The dd of the mgr_code arguments is this distributed dictionary directed toward one manager in the collection of dd managers. In other words, dd is as if the manager method had been invoked on this distributed dictionary so mgr_code only interacts with the manager it was provided. In addition, mgr_code is executed on the same node where the manager it is directed toward is running. This means that mgr code will get the best possible performance while filtering data that is associated with its manager. The mgr_code can do whatever computation is desired, but its chosen output is put into the outqueue.

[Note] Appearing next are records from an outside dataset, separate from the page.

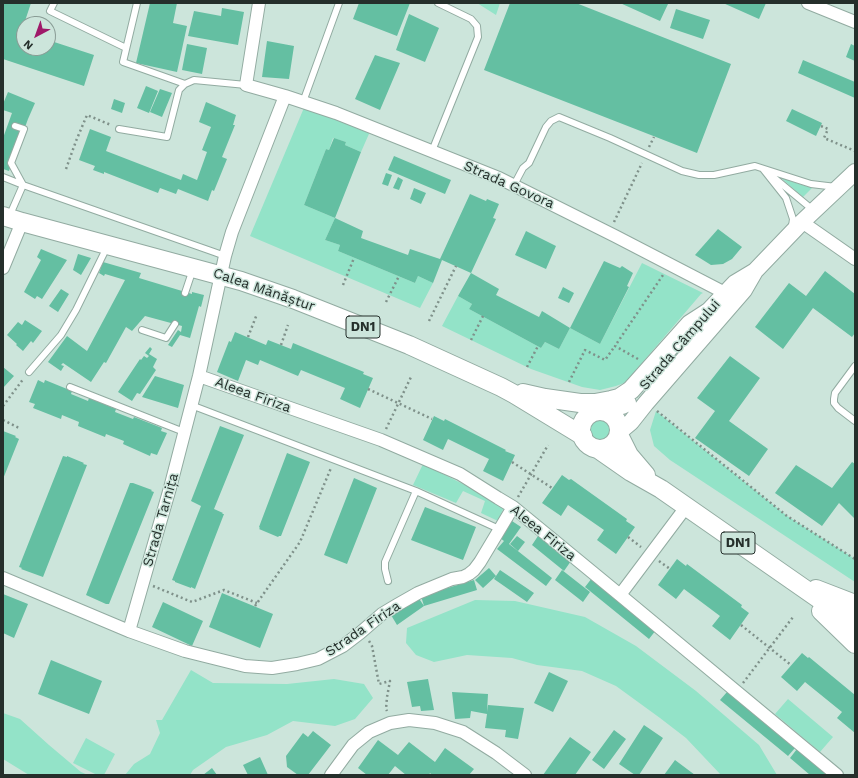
<!DOCTYPE html>
<html>
<head>
<meta charset="utf-8">
<style>
  body { margin:0 }
  #map { position:relative; width:858px; height:778px; overflow:hidden; background:#cce5db; font-family:"Work Sans",sans-serif }
  canvas { display:block }
  .frame { position:absolute; inset:0; border:4px solid #252f2b; pointer-events:none }
  .north { position:absolute; left:16px; top:16px; width:40px; height:40px; box-sizing:border-box; background:#cce5db; border:1px solid #899c95; border-radius:50%; rotate:221deg; font-size:11px; font-weight:700; line-height:16px; text-align:center; color:#252f2b }
  .north::after { content:''; display:block; margin:auto; width:14px; height:18px; background:#9f1969; clip-path:polygon(50% 0,100% 100%,50% 72%,0 100%) }
</style>
</head>
<body>
<div id="map">
<canvas width="858" height="778"></canvas>
<div class="frame"></div>
<div class="north">N</div>
</div>
<script>
const ctx = document.querySelector('canvas').getContext('2d');
ctx.lineJoin = 'round';
function paint(path, color) { ctx.fillStyle = color; ctx.fill(path, 'evenodd'); }
const shape = rows => new Path2D(rows.map(r => 'M' + r).join(''));
function trace(path, color, width, dash) { ctx.strokeStyle = color; ctx.lineWidth = width; ctx.lineCap = dash ? 'butt' : 'round'; ctx.setLineDash(dash || []); ctx.stroke(path); }
function write(font, color, halo, rows, align = 'center') {
  ctx.font = font + ' "Work Sans",sans-serif'; ctx.lineWidth = 3; ctx.setLineDash([]); ctx.textBaseline = 'middle'; ctx.strokeStyle = halo; ctx.fillStyle = color; for (const [text, x, y, turn = 0] of rows) {
    ctx.save(); ctx.translate(x, y); ctx.rotate((+turn || 0) * Math.PI / 180); ctx.textAlign = isNaN(turn) ? turn : align; if (halo) ctx.strokeText(text, 0, 0); ctx.fillText(text, 0, 0); ctx.restore();
  }
}
paint(shape([
  [477,3,500,3,496,15],
  [306,103,372,127,361,152,345,145,346,142,333,138,329,150,326,149,304,205,335,218,325,240,340,245,338,251,415,283,418,276,433,283,420,308,250,236],
  [781,178,812,188,803,197],
  [642,263,703,293,701,294,630,377,624,383,616,386,600,390,582,387,531,369,442,326,458,296,472,304,469,309,541,348,545,342,559,349,570,328,600,344],
  [656,411,787,516,855,559,855,582,670,460,654,446,650,430],
  [595,416,605,416,609,418,612,421,615,426,612,441,608,444,603,446,593,444,589,440,585,431,588,422,591,418],
  [423,464,505,505,498,521,481,513,485,501,463,491,456,503,413,485],
  [475,600,515,601,585,617,636,646,696,691,759,745,777,775,721,775,686,738,660,718,616,686,582,671,537,665,512,658,467,655,434,662,416,655,406,643,407,628],
  [191,670,213,683,287,684,334,679,364,684,373,698,355,719,335,726,293,721,267,735,226,747,193,770,190,775,125,775,134,764,150,754,160,733,156,720,162,720],
  [788,699,833,737,820,752,775,714],
  [3,713,20,719,49,745,81,772,88,775,29,775,3,759],
  [86,738,115,754,104,775,97,775,73,763]
]), '#93e3c8');
paint(shape([
  [3,3,31,3,19,39,24,41,24,48,48,48,48,40,94,55,84,86,3,59],
  [150,3,177,3,173,23,187,26,177,72,136,63],
  [359,3,410,3,397,36,353,19],
  [510,3,576,3,731,64,697,153,484,70],
  [620,3,666,3,668,4,660,21],
  [723,3,766,3,759,19],
  [222,8,244,12,238,45,188,36,194,11,221,16],
  [676,9,710,20,703,39,670,28],
  [409,14,439,28,425,62,396,50],
  [267,41,294,46,289,79,262,77],
  [187,44,207,48,202,74,182,70],
  [851,44,855,46,855,61,846,57],
  [375,55,400,63,380,110,355,99],
  [803,60,855,82,855,98,798,73],
  [146,86,158,91,149,113,137,108],
  [160,89,172,93,162,117,150,112],
  [8,92,35,103,28,119,9,171,3,169,3,138,12,113,3,110,3,104],
  [114,99,125,103,122,113,111,109],
  [206,102,236,115,233,125,235,125,222,157,227,159,214,191,212,190,208,201,178,189,176,194,160,188,158,193,104,172,104,174,93,170,95,166,79,160,90,129,111,137,106,151,181,180,183,174,197,180,207,152,202,150,211,127,199,122],
  [792,109,822,123,816,136,786,121],
  [334,138,346,142,345,145,361,152,335,218,304,205,326,149,329,150],
  [394,156,451,180,445,194,388,170],
  [386,173,392,175,388,186,382,184],
  [398,177,403,180,399,190,393,188],
  [414,188,426,193,421,204,410,199],
  [470,194,486,201,487,199,499,204,493,218,496,219,471,273,442,260,433,283,418,276,415,283,338,251,340,245,325,240,335,218,363,231,361,238,408,255,410,249,440,259],
  [718,229,742,247,732,259,723,264,711,265,695,255],
  [526,231,556,246,546,269,515,255],
  [41,249,67,260,42,299,37,296,35,299,24,292,41,260,37,257],
  [78,254,91,258,81,275,73,270],
  [604,261,620,268,622,266,633,273,627,286,629,287,600,344,570,328,559,349,545,342,541,348,469,309,472,304,458,296,471,273,499,289,496,295,539,317,542,311,570,328],
  [103,262,141,273,139,278,192,294,192,292,204,295,201,307,199,306,190,338,180,335,172,347,168,345,178,330,181,332,182,326,145,316,132,331,126,327,106,363,104,362,91,382,63,363,61,365,64,366,61,371,48,362,67,336,87,351,125,280,105,274,104,276,99,273],
  [825,271,855,294,855,333,852,337,813,308,783,349,755,327,789,283,806,296],
  [563,287,574,293,569,303,558,298],
  [61,289,69,294,58,312,49,306],
  [25,320,42,331,33,343,31,341,23,351,16,345,17,344,7,335,18,322,22,325],
  [235,332,266,345,268,340,291,349,293,343,364,372,363,374,373,378,360,408,340,399,345,388,301,370,298,376,260,360,258,365,246,360,238,381,217,372,229,341,231,342],
  [150,347,152,349,149,354,157,359,153,367,156,370,140,394,137,393,132,401,118,392,140,359,141,360,144,356,147,358,149,356,145,353],
  [730,356,760,378,729,421,768,449,749,476,695,438,715,411,697,398],
  [3,367,14,376,3,388],
  [155,376,184,385,178,408,142,397],
  [38,380,44,383,45,380,72,391,71,394,88,401,89,398,116,409,115,412,133,419,134,417,162,428,161,431,167,433,157,455,151,453,150,456,123,444,124,441,106,434,105,437,78,426,79,422,62,415,61,419,33,408,35,404,29,402],
  [434,416,444,421,445,419,506,450,505,451,515,455,503,481,483,471,489,459,448,439,443,450,423,440],
  [220,426,244,435,214,509,223,513,222,514,224,514,195,589,191,587,191,588,175,582,175,581,172,580,201,506,191,501],
  [3,431,16,436,15,437,19,439,3,479],
  [287,453,310,462,281,536,279,536,278,537,259,529,260,528,259,527],
  [63,456,67,457,67,456,84,463,83,464,87,465,43,577,21,569,22,568,19,567],
  [852,462,855,464,855,519,839,503,822,526,775,493,796,465,832,488],
  [562,475,569,480,571,479,627,519,626,521,635,527,616,554,597,540,604,530,568,505,561,516,542,503],
  [354,478,377,488,347,564,324,555],
  [130,483,133,483,152,490,151,491,154,492,109,604,106,604,86,595],
  [425,507,476,527,463,560,411,540],
  [512,521,521,527,509,544,552,578,546,586,497,549,504,541,500,538],
  [517,536,525,542,518,551,510,544],
  [538,536,571,561,564,571,532,545],
  [677,559,686,566,687,564,742,605,741,607,749,613,730,640,712,626,720,616,684,589,676,599,658,585],
  [489,568,496,576,483,588,475,580],
  [500,570,534,593,527,602,494,579],
  [562,570,590,592,583,602,555,580],
  [592,578,656,630,649,639,585,587],
  [474,580,477,590,424,606,421,596],
  [222,593,273,614,260,648,209,627],
  [3,594,28,604,14,638,3,633],
  [418,597,424,606,397,625,391,615],
  [163,602,203,621,192,646,152,627],
  [802,653,808,658,809,657,855,695,855,733,837,718,842,712,805,682,797,691,781,677],
  [51,660,102,681,89,714,38,694],
  [549,672,568,681,553,712,534,703],
  [428,679,434,710,421,711,420,706,412,707,407,682],
  [452,692,488,694,487,712,488,705,524,708,518,739,505,737,506,730,485,728,487,714,471,711,470,718,455,719],
  [727,692,795,748,788,756,720,700],
  [644,725,663,738,639,775,635,775,619,764],
  [614,730,626,739,604,769,592,760],
  [313,731,331,745,308,775,298,775,287,767,286,756,303,733,308,737],
  [570,737,591,752,575,775,543,775],
  [378,740,398,755,409,742,435,762,445,748,474,769,469,775,432,775,430,773,429,775,406,775,395,766,388,775,367,775,358,768],
  [797,749,828,775,810,775,790,758],
  [260,757,268,775,248,775,243,765],
  [675,760,695,775,664,775],
  [212,768,217,775,203,775]
]), '#64bfa2');
const service = shape([
  [54,3,50,11,126,48],
  [137,3,123,62,185,84],
  [303,102,339,3],
  [15,126,24,129,11,163,23,185],
  [119,129,167,137,179,90,185,84,194,80,246,85],
  [432,151,478,37,477,26,471,19,438,3],
  [763,169,786,198,793,219,792,226],
  [772,176,813,210],
  [3,177,23,185,214,252,225,256],
  [514,185,523,168,529,163,546,127,551,121,559,117,610,138,682,171,699,175,714,175,755,166,811,184,836,187],
  [9,217,23,185],
  [185,293,193,269],
  [142,330,166,338,175,324],
  [855,366,835,393,834,399,834,403,838,408,855,421],
  [29,372,61,335,76,310,107,247],
  [70,387,184,432],
  [191,405,416,491,499,529],
  [388,581,385,569,385,562,416,491]
]);
const minor = shape([
  [259,3,246,85,285,96,336,113,499,178,615,236,725,293],
  [808,3,855,22],
  [802,222,855,259],
  [3,268,22,222],
  [199,376,381,440,460,474,498,498,513,507,620,595,837,775],
  [3,578,129,631,170,488,199,376,225,256,232,232,285,96],
  [620,595,686,507],
  [129,631,185,651,245,666,272,668,297,664,318,659,343,646,360,633,382,614,397,605,418,593,452,579,463,577,469,574,474,570,480,562,513,507],
  [331,775,353,745,369,732,390,723,409,720,435,723,463,732,496,753,525,775]
]);
const secondary = shape([
  [698,322,735,283,755,271],
  [601,411,622,406,628,403],
  [619,432,631,422,646,403,744,290,755,271,802,222,855,172]
]);
const primary = shape([
  [3,216,22,222,241,281,293,299,409,345,501,387,514,394,583,436],
  [523,393,545,398,580,403,595,403,611,400,619,398,631,390,690,324,707,313],
  '581 430a19 19 0 1 1 38 0a19 19 0 1 1-38 0Z',
  [619,435,629,455,646,475],
  [598,449,631,472,661,489,855,624],
  [816,589,855,604],
  [821,611,855,644]
]);
trace(service, '#92aba1', 8);
trace(minor, '#92aba1', 14);
trace(secondary, '#92aba1', 18);
trace(primary, '#92aba1', 20);
trace(shape([
  [821,126,828,129,824,138,855,151],
  [649,147,654,137],
  [66,169,76,141,87,115,111,125],
  [614,222,642,163],
  [343,285,354,258],
  [386,302,399,276],
  [429,321,456,266],
  [248,337,257,314],
  [471,340,483,316],
  [281,345,288,325],
  [638,359,615,346,663,275],
  [527,367,538,346],
  [569,382,585,350,605,360,615,346],
  [368,389,432,419],
  [3,406,24,378],
  [657,411,787,516,855,559],
  [3,420,19,428],
  [386,429,411,377],
  [512,462,552,488],
  [518,497,548,445],
  [628,537,641,547],
  [659,561,670,569],
  [153,586,192,602,224,590,257,603],
  [255,606,300,542,331,468],
  [741,625,791,665],
  [369,641,372,646,379,684,390,681,387,697,386,709,387,711],
  [743,683,793,617]
]), '#7f918a', 2.5, [2, 3]);
trace(service, '#fff', 6);
trace(minor, '#fff', 12);
trace(secondary, '#fff', 16);
trace(primary, '#fff', 18);
for (const [x, y, w] of [
  [363,327,34],
  [738,543,34]
]) { const box = new Path2D(); box.roundRect(x - w / 2, y - 11, w, 22, 3); ctx.fillStyle = '#cce5db'; ctx.fill(box); trace(box, '#252f2b', 1); }
write('bold 13px', '#252f2b', null, [
  ["DN1",363,327],
  ["DN1",738,543]
]);
write('14px', '#252f2b', '#cce5db', [
  ["Strada Govora",509,185,24],
  ["Calea Mănăștur",264,290,19],
  ["Strada Câmpului",680,345,-49],
  ["Aleea Firiza",253,395,20],
  ["Strada Tarnița",161,520,-74],
  ["Aleea Firiza",543,533,39],
  ["Strada Firiza",363,629,-34]
]);
</script>
</body>
</html>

All data written to outqueue is aggregated with data coming from each manager in a tree-like fashion so as to be scalable to tens of thousands of nodes. All data put in the outqueue by mgr_code is assumed to be ordered from best to worst. When data is aggregated for sending up the tree, it is aggregated according to some kind of ordering which is determined by the comparator function. The comparator will be called as comparator(x,y) and should return True if x is better than y and False otherwise. If there is no ordering, or the ordering is not relevant to the filtering, then comparator(x,y) may return a constant value of False or True and there will be no ordering of the data.
The branching_factor of the filtering tree has a default value, but may be provided by the user to create a tree of whatever width is desired. Note that branching_factor is the max branching factor. Depending on the number of managers, some nodes in the tree may/will have smaller numbers of children.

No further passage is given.